Magazines on tablets: publishers' painful lessons
This year was meant to be the year where I was deep in the production of tablet editions of various B2B mags. Life didn’t work out that way, but when I was offered the chance to attend the Adobe Digital Publishing Summit this morning, I couldn’t resist the chance to see how things had evolved since I was last involved in actively researching it. The answer?
Well, not quite as much as I was expecting. The stats delivered by Guy Philippson of the IAB weren’t a huge surprise – huge growth in mobile traffic, tablet as the dominant force in second screen viewing, tablet use big in the evening and weekends. All things we’ve seen before. However, he did show some interesting research that showed that users view static ads as annoying interruptions, but actually quite enjoyed playing with interactive ads. Sadly, the later presentations suggested that most agencies just aren’t up to delivering these yet, so once again the industry is playing catch-up to the consumer.
Revealingly, he suggested that over 50% of search traffic will be on mobile devices by next year – a figure he was so impressed with that he asked people to tweet it around, in what I hope was a jokey aside.
Then came the meat of the day for me – presentations from three publishers actively engaged in creating tablet editions.
Here’s my key takeaways from the event:
Pageflippers are now, enhanced apps are the future.
Dennis doesn’t “send all its kids to university” – only a handful of its apps are enhanced apps, rather than magazine replicas. IPC produces mainly replica apps, with a handful of bespoke special editions. Both talked very clearly about a gradual customer migration to enhanced apps, though, meaning that the current page flipping replicas are seen as a stopgap during the early stages of transition. Thankfully, publishers are moving away from the half gigabyte downloads by streaming video instead of embedding it…
**The results are, at best, OK at the moment. **
Dennis’s Tim Danton was a little downbeat on the success of the PC Pro enhanced edition on iPad. He said subscription numbers were in the “thousands, not the tens of thousands”. However, it is bringing in benefits in incremental increases in subs and advertising revenue.
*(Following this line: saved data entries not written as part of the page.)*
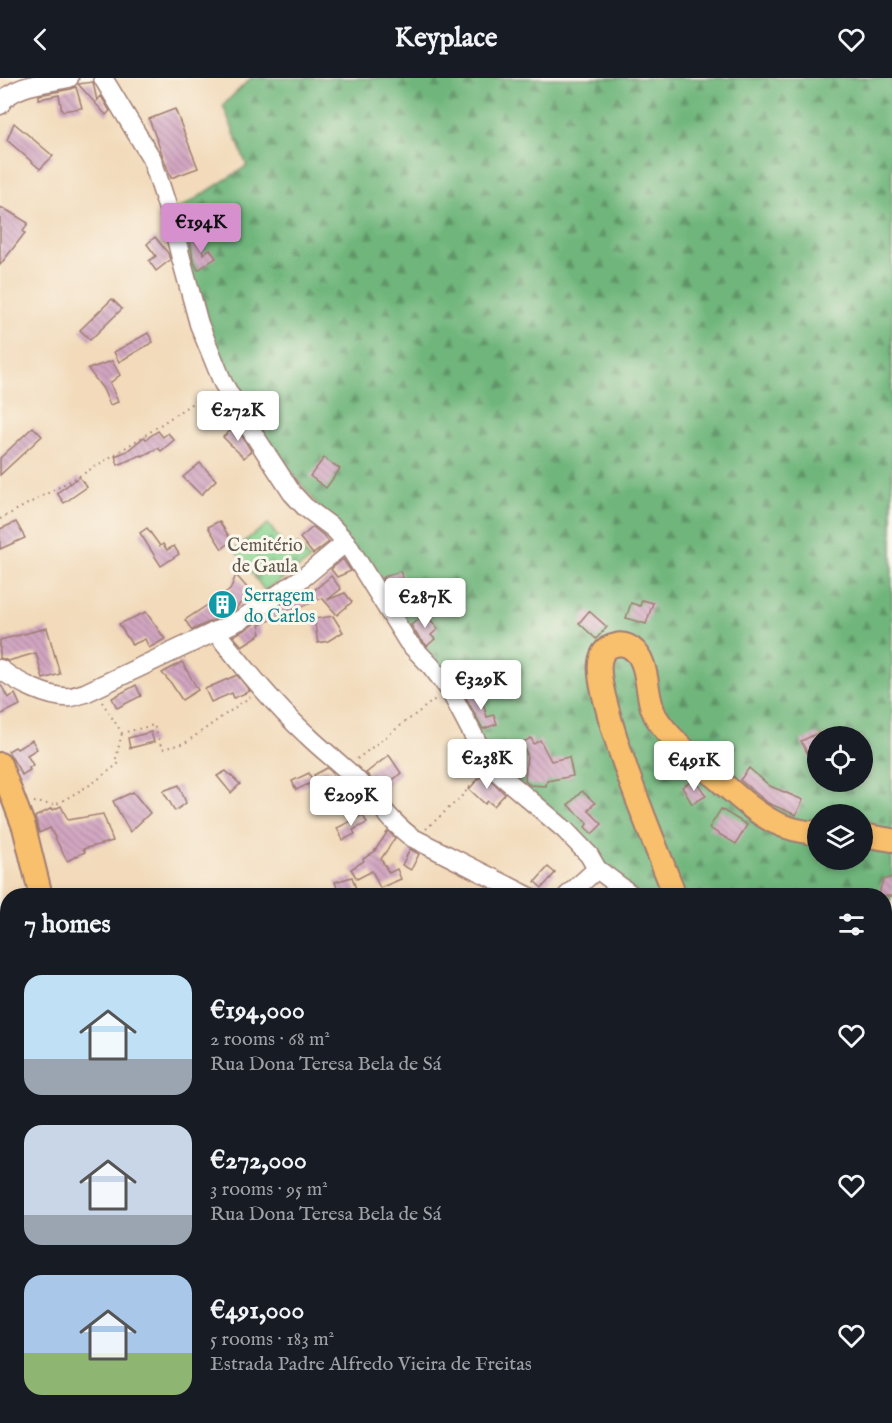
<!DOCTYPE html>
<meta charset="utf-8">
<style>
:root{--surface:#171b24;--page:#242831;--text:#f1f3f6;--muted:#9ea1a6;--accent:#d690ce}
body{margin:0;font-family:"IM FELL English",serif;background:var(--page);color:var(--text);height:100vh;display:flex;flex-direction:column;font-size:22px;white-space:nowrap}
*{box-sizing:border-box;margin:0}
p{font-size:20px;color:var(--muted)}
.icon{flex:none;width:33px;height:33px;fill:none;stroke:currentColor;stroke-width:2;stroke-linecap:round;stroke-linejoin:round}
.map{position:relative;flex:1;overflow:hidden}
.drawer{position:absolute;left:0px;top:810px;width:892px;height:536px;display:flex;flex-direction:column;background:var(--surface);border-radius:24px 24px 0 0;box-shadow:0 3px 9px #0003}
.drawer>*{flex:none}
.tools{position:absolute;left:807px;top:648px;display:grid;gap:12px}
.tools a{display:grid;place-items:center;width:66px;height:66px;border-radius:50%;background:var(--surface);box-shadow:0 3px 9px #0003;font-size:30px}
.price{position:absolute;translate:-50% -51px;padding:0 14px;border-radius:6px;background:#fff;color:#222;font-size:20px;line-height:39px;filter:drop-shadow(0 2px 3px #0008)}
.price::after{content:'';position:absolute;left:50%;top:36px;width:18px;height:14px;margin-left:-9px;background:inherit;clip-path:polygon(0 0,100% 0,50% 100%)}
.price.current{background:var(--accent);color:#111}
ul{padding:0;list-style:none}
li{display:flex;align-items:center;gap:18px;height:150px;padding:0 24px}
li span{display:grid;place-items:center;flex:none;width:168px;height:120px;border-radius:18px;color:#555}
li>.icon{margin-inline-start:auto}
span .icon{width:72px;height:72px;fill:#fffc;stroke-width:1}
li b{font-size:26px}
h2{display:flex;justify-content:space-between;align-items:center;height:72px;padding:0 24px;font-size:26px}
header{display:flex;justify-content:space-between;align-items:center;height:78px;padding:0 24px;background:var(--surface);font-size:27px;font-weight:700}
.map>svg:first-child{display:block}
</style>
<header><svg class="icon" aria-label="back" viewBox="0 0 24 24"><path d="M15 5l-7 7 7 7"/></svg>Keyplace<svg class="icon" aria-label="heart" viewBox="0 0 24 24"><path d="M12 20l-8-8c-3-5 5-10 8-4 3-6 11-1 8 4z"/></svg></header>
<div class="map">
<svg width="892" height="1345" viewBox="0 0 892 1345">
<defs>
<pattern id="forest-firs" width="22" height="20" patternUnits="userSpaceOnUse" patternTransform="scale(1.5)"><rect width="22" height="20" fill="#70b67c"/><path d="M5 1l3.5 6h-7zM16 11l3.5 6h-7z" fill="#5e9366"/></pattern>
<pattern id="cemetery-stones" width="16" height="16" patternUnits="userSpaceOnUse" patternTransform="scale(1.5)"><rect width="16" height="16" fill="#8bd592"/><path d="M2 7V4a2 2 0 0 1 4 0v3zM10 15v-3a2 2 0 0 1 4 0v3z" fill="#79b67e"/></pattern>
<pattern id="building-back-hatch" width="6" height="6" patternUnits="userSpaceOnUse" patternTransform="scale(1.5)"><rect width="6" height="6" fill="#d2a6c1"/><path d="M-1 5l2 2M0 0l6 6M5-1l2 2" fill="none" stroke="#ac879d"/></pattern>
</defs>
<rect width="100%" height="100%" fill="#fbf7ec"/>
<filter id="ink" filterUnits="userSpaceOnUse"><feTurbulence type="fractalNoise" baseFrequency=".0167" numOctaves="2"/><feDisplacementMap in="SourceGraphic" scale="12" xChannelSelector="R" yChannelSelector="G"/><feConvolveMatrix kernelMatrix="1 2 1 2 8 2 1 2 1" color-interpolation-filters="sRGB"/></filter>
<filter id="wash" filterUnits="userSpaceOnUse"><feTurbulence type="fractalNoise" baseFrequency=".008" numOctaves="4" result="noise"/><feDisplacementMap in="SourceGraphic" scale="24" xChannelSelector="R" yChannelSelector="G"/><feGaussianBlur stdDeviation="1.35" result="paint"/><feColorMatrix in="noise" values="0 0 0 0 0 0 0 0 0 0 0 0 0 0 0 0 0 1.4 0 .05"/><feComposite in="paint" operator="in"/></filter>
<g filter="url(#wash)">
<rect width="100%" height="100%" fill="#f2daba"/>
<path fill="url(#forest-firs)" stroke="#5d6a54" stroke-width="1.5" fill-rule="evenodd" d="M 251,0 L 892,0 L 892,818 L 885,833 L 885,818 L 638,817 L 497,694 L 346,464 L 223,305 L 170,137 L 247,88 L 223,27 ZM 818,658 L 862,658 L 862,704 L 818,704 ZM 818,736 L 862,736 L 862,782 L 818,782 Z"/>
<path fill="url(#cemetery-stones)" stroke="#6a7a5e" stroke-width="1.5" d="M 268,446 L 289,474 L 298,466 L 310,482 L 265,513 L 234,471 Z"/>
<g id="blocks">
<g fill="url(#building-back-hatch)">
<path d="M 93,4 L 97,23 L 101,18 L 110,33 L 106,37 L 78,6 Z"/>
<path d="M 76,9 L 82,30 L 62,33 L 59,17 L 39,21 L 39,17 L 71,11 Z"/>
<path d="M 175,31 L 198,90 L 171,100 L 149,41 Z"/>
<path d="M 14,45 L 53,78 L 40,91 L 7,62 Z"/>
<path d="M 0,129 L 10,134 L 28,145 L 23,154 L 25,155 L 0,187 Z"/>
<path d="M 155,159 L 168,175 L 170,182 L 156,193 L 149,183 L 156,178 L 147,166 Z"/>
<path d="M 200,159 L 203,176 L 210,171 L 216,180 L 198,192 L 193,182 L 190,161 Z"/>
<path d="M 112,221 L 122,231 L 90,262 L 80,252 Z"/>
<path d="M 148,255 L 153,264 L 119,284 L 114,274 Z"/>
<path d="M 112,283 L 120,297 L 110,305 L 118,324 L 110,327 L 103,311 L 88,291 Z"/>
<path d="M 236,348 L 251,373 L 244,380 L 223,359 Z"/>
<path d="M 33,349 L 42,358 L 0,397 L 0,380 Z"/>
<path d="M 158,353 L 163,359 L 168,355 L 174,362 L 161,373 L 158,370 L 142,378 L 141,377 L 118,387 L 115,378 L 127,373 L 144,359 L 146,361 Z"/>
<path d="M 324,380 L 340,391 L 326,410 L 310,398 Z"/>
<path d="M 200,385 L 216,402 L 201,417 L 183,399 Z"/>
<path d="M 79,399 L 87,409 L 64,425 L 57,415 Z"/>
<path d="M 219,443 L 232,463 L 222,471 L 208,449 Z"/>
<path d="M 16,444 L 25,460 L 0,471 L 0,451 Z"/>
<path d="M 313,449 L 323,457 L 329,464 L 313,476 L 300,460 Z"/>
<path d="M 147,450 L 160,468 L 163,466 L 167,472 L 174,468 L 179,476 L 161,488 L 140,455 Z"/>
<path d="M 343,481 L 351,493 L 337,499 L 331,491 Z"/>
<path d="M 400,493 L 411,520 L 397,526 L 382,500 Z"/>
<path d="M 236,497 L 250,513 L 235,532 L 192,552 L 185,542 L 230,512 Z"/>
<path d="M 331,498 L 341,511 L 327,522 L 345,515 L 352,524 L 337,537 L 322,520 L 259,547 L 261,556 L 242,568 L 233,558 L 248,550 L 303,513 L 306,519 Z"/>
<path d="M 642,522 L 653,525 L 646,546 L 626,540 L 631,525 L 640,528 Z"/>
<path d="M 589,533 L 607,549 L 596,561 L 579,545 Z"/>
<path d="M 146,534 L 165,561 L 149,570 L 145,561 L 132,567 L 119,546 Z"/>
<path d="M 426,536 L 438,551 L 431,557 L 435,561 L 427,568 L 417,557 L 411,547 Z"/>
<path d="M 333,538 L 343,554 L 328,563 L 318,565 L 314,541 Z"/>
<path d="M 47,550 L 60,596 L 43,601 L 36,575 L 8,583 L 0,580 L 0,562 Z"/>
<path d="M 182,584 L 198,612 L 182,622 L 171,605 L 162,595 Z"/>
<path d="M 237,597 L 250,613 L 234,620 L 232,615 L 211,624 L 205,611 Z"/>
<path d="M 0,605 L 8,620 L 15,616 L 20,627 L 0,637 Z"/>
<path d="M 136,607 L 141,618 L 117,630 L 112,620 Z"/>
<path d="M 480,614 L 487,639 L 494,637 L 497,646 L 483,651 L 465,618 Z"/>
<path d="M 151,654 L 154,664 L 130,670 L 128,660 Z"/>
<path d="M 818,655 L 818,695 L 801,663 Z"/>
<path d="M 531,660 L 534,666 L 540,662 L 551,683 L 569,679 L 573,698 L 547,703 L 546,708 L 530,707 L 525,703 L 527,676 L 521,665 Z"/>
<path d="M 32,662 L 37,671 L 27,677 L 33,687 L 29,690 L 30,692 L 22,697 L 8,673 L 15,669 L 17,671 Z"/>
<path d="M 389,677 L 401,695 L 381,712 L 366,695 Z"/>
<path d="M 327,690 L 332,694 L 336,703 L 339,700 L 357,719 L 344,730 L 323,704 L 318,706 L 314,697 Z"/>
<path d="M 749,690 L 770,708 L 803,722 L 796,737 L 768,725 L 740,702 Z"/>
<path d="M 226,693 L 240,706 L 231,715 L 217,698 Z"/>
<path d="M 309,695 L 313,704 L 296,712 L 292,703 Z"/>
<path d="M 484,695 L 505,716 L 494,728 L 488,723 L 485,726 L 469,711 Z"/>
<path d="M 695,701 L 706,718 L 692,726 L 682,709 Z"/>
<path d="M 179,707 L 186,725 L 175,733 L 163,713 Z"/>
<path d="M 582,713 L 595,725 L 588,732 L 602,746 L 592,756 L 585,749 L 588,745 L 568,727 Z"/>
<path d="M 133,714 L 150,735 L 130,754 L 113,723 Z"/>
<path d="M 61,728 L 68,742 L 103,736 L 113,763 L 83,771 L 85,774 L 67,783 L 50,750 L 39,755 L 35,739 L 52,730 L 53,732 Z"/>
<path d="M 721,731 L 747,747 L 736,766 L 709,750 Z"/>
<path d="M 363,737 L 367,745 L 353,752 L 355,756 L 343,762 L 337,750 Z"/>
<path d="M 388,753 L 395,760 L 381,781 L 389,795 L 397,791 L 401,801 L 380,810 L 372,793 L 357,801 L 351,791 L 364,783 L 363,781 L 374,774 Z"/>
<path d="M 410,771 L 419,776 L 411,792 L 402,787 Z"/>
<path d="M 548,789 L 555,795 L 542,810 L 535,804 Z"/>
<path d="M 352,799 L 357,814 L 347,818 L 340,818 L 335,804 Z"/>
<path d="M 892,799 L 892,818 L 878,818 L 883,802 Z"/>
</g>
</g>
</g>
<g filter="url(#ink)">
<use href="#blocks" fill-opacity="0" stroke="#9e7c72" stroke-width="1.5"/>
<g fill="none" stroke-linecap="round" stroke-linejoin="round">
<defs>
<g id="minor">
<path d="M 103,0 L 152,81 L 170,137 L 181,180 L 199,246 L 223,305 L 249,349 L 292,415 L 305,429 L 333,450 L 346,464 L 408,564 L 431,588 L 449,611 L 486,681 L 497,694 L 565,752 L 589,777 L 597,791 L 633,818"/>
<path d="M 0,27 C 12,6 48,5 69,0"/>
<path d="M 215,553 C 244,589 273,626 307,657 C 322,672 340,685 355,700 C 375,720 390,744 413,760 L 528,818"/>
<path d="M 0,591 C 17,604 49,621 71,619 C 76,618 81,616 85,615 L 242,541 L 305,498 L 346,464"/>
<path d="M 567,818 L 597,791"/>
<path d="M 885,938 L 892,943"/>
<path d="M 616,1338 L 621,1345"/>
</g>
<g id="major">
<path d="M 0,686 L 24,749 L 41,818"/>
<path d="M 862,757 L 892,762"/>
<path d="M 673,818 L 672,810 C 648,748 621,686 605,622 C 601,606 591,571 616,567 C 623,565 630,568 636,574 C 650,590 645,620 656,639 C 668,659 695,681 713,697 C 733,714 751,732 774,744 C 788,751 802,754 818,755"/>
</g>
</defs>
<use href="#minor" stroke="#9e7c72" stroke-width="21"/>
<use href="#major" stroke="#9e7c72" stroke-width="26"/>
<g stroke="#9e7c72" stroke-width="2" stroke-dasharray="1.5 4.5" stroke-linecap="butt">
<path d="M 0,441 L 83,396 L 144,358 L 210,313"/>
<path d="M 102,624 L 122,655 L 154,647 L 162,671 L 185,665 L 250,619"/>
<path d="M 357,681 L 438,619"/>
<path d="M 34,724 L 55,727 L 93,705 L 118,686 L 116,680 L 122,655"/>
<path d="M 426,751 L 459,721 L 480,698"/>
</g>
<use href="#minor" stroke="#fff" stroke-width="18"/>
<use href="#major" stroke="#f8bf6c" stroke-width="22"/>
</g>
</g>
<defs>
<symbol id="building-disc" viewBox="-11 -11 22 22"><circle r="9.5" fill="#0f9aa8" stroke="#fbf7ec"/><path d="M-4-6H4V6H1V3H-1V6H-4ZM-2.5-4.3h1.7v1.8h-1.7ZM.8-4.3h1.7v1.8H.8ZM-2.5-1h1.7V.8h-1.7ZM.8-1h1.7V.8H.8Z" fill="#fff"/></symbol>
</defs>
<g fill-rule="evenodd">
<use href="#building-disc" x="206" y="510" width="33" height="33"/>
</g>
<g text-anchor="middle" stroke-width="6" stroke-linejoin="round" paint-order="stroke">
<g font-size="18" fill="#5e564a" stroke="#fbf7ec">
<text x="265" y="473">Cemitério<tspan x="265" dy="21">de Gaula</tspan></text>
</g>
<g font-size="18" fill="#0d838f" stroke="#fbf7ec" text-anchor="start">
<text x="244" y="523">Serragem<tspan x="244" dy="21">do Carlos</tspan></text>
</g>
</g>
</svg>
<div class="tools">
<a><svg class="icon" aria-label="locate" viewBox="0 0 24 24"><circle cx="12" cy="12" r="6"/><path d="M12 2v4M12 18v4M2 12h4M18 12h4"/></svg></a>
<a><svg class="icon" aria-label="layers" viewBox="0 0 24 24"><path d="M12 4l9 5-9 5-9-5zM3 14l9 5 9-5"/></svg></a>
</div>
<b class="price current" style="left:201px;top:176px">€194K</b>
<b class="price" style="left:238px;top:364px">€272K</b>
<b class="price" style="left:425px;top:551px">€287K</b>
<b class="price" style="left:481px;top:633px">€329K</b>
<b class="price" style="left:487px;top:712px">€238K</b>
<b class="price" style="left:694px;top:714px">€491K</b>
<b class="price" style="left:351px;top:749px">€209K</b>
<section class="drawer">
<h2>7 homes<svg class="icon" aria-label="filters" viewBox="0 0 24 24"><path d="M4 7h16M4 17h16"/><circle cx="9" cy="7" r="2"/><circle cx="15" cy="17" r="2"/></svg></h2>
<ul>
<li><span style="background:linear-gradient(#bfe0f5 70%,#9aa5b1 0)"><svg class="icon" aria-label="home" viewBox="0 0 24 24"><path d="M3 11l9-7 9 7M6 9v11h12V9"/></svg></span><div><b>€194,000</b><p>2 rooms · 68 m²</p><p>Rua Dona Teresa Bela de Sá</p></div><svg class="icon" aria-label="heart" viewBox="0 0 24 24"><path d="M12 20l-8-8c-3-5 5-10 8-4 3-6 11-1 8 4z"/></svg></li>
<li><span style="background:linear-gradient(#c9d6e8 75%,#9aa5b1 0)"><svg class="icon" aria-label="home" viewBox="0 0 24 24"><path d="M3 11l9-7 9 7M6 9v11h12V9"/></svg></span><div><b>€272,000</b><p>3 rooms · 95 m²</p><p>Rua Dona Teresa Bela de Sá</p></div><svg class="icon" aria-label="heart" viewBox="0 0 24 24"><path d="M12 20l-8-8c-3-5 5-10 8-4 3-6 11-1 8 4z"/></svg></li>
<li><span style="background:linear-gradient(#a9c7e8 65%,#8fb573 0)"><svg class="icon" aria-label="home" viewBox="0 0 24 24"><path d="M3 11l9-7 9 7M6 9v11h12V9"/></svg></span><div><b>€491,000</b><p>5 rooms · 183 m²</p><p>Estrada Padre Alfredo Vieira de Freitas</p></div><svg class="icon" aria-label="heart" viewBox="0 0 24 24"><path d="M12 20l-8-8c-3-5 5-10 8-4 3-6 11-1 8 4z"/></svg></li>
</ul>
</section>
</div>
The enhancements he showed off were fairly perfunctory – some basic animations and the like, so I was left wondering if the lack of enthusiasm from the market was the problem, or a less than exciting product.
Workflow is key
The event organisers Adobe must have been wincing throughout. Pretty much every speaker talked about the workflow problems involved in producing tablet editions. Condé Nast has experimented with both split production desks and integrated one – and surprisingly has fallen on the side of split desks. Their experiences seem to prove that it works better, and that integrated desks tend to become effectively split over time anyway. The roadmap for the Adobe DPS product suggested that there are ways of making this easier already in place – but not being used by the publishers. I’d love to know why.
Tablet diversification is a real problem…
Liam Keating of Condé Nast made it amply clear that the rise of the cheap Android 7″ tablet is causing problems. Publishers can no longer rely on the tablet having the power under the bonnet to handle all the enhanced features they add to magazines – and the 16 by 9 ratio of the screen means another redesign. In the end, they’ve solved the problem by abandoning dual layouts. Their mags now only work in vertical format, meaning that they only have to design for the two form factors, not for two orientations of two form factors, for four sets of design in total.
…or is it?
One shocking figure came from Adobe’s senior director of product management, Zeke Koch. He said that of all the downloads of Adobe DPS-powered magazines, a grand total of 3% were on Android. 3%. Not 30%. 3%.
That suggests that the figures that show that Android users browse the web less than iOS users – and buy fewer apps – apply just as much to magazine tablets. Working on the assumption that the Kindle Fire accounts for the majority of magazine sales, the rest of the ecosystem is essentially dead to publishers right now.